NEW YORK — A Manhattan judge rejected a request Tuesday from embattled crypto entrepreneur Sam Bankman-Fried to modify the conditions of his $250 million bail.
Lawyers for the one-time golden boy of digital currency wrote Federal Judge Lewis Kaplan on Monday to say they agreed with the feds allowing him to use Zoom, WhatsApp, FaceTime and send text messages while under house arrest. But Kaplan declined to sign off on that agreement and told the parties they must appear in court Thursday.
Prosecutors on Jan. 27 asked Kaplan to bar Bankman-Fried from using encrypted messaging apps or contacting any current or former employees of his former trading platform FTX or hedge fund Alameda. The request came after the feds learned that while under house arrest, he contacted a witness with firsthand incriminating information about him, according to court documents.
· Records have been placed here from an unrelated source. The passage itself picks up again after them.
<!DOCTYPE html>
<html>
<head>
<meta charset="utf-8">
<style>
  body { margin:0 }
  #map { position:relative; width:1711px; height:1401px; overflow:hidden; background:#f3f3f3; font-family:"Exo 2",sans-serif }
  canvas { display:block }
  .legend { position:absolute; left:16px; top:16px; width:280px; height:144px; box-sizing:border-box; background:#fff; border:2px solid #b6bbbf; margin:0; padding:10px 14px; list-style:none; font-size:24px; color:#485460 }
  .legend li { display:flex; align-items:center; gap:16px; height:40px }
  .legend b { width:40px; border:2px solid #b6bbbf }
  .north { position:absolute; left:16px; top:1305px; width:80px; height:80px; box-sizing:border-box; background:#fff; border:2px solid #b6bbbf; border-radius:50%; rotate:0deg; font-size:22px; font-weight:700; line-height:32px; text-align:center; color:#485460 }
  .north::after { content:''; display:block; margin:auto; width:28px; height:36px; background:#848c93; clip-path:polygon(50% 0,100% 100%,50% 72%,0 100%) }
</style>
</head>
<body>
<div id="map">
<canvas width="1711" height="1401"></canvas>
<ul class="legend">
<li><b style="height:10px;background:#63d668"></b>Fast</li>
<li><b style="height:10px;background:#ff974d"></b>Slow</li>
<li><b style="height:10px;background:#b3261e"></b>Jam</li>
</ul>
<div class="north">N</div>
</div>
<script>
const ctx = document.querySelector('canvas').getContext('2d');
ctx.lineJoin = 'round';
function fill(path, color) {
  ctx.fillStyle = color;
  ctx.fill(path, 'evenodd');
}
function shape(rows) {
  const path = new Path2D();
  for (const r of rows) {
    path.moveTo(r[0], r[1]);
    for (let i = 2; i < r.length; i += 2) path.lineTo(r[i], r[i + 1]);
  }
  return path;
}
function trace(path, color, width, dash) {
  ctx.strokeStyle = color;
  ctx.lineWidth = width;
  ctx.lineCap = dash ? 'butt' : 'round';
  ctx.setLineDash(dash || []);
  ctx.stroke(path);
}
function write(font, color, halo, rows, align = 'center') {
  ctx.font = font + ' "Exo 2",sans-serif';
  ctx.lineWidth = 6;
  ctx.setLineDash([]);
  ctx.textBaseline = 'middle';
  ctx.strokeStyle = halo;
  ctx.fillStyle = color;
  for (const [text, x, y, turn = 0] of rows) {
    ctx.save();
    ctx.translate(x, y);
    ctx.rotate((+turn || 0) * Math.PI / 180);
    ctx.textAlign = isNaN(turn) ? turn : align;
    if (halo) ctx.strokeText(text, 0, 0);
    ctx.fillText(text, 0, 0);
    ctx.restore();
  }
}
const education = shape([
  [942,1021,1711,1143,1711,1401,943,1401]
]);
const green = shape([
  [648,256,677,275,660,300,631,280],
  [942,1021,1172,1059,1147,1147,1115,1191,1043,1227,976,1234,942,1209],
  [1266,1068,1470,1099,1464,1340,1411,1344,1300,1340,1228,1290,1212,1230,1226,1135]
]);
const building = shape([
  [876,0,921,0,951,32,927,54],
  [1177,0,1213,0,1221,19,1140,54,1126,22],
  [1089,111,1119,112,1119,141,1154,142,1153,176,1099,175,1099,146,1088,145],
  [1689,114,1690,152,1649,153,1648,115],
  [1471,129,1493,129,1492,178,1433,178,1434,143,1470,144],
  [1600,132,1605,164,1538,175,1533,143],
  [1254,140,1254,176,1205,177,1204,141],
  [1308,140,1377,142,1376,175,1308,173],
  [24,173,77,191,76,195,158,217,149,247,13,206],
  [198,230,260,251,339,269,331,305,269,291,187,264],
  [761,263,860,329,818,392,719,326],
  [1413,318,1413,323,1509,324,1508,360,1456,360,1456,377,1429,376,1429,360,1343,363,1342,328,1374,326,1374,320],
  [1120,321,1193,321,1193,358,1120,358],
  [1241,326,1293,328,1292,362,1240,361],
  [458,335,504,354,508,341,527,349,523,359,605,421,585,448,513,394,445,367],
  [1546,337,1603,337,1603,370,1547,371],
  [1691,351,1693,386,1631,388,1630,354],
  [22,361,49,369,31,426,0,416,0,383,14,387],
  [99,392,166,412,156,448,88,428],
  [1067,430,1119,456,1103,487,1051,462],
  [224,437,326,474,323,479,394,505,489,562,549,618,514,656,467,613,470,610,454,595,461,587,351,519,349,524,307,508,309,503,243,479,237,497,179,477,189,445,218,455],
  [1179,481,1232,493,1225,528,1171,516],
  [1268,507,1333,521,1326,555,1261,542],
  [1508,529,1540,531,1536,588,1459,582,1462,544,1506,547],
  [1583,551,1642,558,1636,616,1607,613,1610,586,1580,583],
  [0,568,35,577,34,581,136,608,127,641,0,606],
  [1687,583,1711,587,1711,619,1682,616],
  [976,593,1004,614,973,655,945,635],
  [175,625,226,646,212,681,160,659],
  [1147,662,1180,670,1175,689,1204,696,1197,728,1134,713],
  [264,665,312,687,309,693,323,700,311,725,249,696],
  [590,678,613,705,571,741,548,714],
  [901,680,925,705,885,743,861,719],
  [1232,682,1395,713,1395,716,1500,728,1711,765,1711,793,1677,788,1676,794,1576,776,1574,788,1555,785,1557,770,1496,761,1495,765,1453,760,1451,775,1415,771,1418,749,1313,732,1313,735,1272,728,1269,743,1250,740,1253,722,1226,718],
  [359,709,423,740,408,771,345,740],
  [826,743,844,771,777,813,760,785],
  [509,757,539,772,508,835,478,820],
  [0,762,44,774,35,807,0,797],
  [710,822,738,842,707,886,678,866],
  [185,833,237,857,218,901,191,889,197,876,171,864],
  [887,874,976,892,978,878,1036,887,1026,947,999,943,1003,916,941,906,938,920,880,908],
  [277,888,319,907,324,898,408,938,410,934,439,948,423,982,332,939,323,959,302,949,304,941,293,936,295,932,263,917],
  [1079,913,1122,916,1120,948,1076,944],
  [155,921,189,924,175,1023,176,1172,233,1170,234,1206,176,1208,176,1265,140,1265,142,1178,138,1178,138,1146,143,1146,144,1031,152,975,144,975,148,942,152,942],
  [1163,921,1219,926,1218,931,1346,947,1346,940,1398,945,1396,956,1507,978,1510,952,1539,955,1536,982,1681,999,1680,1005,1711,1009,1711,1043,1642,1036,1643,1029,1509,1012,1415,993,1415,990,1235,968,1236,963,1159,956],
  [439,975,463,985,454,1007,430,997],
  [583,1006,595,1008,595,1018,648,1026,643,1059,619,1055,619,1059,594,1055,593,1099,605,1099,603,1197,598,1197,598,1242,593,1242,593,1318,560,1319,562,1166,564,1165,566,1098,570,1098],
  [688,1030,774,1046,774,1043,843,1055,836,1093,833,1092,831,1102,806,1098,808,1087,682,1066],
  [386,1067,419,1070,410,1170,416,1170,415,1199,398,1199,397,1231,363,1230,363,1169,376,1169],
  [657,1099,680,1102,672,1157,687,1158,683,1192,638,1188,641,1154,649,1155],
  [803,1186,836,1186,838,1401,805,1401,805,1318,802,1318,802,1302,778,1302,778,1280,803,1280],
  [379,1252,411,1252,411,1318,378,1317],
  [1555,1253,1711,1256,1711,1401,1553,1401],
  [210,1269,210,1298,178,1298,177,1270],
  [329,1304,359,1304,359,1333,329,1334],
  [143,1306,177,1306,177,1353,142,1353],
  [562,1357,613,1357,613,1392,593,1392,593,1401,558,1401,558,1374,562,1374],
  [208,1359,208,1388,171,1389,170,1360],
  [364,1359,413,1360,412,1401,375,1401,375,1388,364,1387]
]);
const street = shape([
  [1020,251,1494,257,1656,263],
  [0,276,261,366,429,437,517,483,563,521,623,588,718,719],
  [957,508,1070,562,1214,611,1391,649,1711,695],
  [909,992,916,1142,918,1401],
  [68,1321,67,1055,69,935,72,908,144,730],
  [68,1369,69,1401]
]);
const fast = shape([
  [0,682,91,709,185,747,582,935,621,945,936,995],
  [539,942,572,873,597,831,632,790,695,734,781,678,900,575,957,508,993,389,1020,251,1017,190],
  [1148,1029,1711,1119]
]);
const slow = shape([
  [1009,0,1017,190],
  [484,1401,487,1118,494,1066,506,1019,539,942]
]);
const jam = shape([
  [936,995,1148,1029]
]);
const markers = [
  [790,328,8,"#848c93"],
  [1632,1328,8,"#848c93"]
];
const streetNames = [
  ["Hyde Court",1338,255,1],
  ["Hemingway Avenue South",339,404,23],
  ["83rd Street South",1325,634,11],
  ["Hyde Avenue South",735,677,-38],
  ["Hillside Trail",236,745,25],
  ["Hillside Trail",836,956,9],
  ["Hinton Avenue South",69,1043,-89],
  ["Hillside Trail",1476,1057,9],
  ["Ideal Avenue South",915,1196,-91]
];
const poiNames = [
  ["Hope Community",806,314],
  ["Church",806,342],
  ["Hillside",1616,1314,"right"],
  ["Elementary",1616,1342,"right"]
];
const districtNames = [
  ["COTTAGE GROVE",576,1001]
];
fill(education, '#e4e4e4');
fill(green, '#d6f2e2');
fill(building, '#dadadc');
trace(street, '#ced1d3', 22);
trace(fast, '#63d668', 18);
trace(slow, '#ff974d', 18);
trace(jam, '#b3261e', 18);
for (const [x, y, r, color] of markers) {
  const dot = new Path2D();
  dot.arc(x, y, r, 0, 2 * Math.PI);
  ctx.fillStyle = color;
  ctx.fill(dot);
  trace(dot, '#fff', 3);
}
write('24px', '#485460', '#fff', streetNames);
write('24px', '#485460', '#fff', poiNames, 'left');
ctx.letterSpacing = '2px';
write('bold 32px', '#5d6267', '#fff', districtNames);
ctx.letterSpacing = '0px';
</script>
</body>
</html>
“I would really love to reconnect and see if there’s a way for us to have a constructive relationship, use each other as resources when possible, or at least vet things with each other,” Bankman-Fried wrote in a Jan. 15 message on Signal, court papers say.
Prosecutors said communications in which Bankman-Fried sought to “improve his relationship” with potential witnesses could discourage people from testifying against him when the case goes to trial later this year.
Witnesses have told the feds that Bankman-Fried directed that FTX and Alameda’s Slack and Signal channels automatically delete every 30 days, according to legal documents.
Caroline Ellison — the Alameda CEO who pleaded guilty to criminal tax fraud charges in December and is cooperating against her former flame — told prosecutors he discouraged keeping paper trails to make it harder for authorities to build a case, court records state.
Bankman-Fried, who has earned comparisons to the late Ponzi schemer Bernie Madoff, has pleaded not guilty to wire fraud and conspiracy charges alleging he siphoned investors’ money from FTX, the world’s second-largest crypto trading platform, to his hedge fund Alameda. According to the feds, up to 1 million people lost money through the scam.
The 30-year-old is also charged with laundering stolen funds through political and charitable donations to Republicans and Democrats. He also faces civil charges by the Securities and Exchange Commission.
Bankman-Fried’s reputation went up in smoke after Alameda’s balance sheets were leaked and revealed an $8 billion hole in its accounts. Once valued at more than $30 billion, FTX filed for Chapter 11 bankruptcy protection on Nov. 11. Prosecutors have already confiscated almost $700 million tied to the fraud case.
Bankman-Fried’s lawyers did not immediately return calls seeking comment.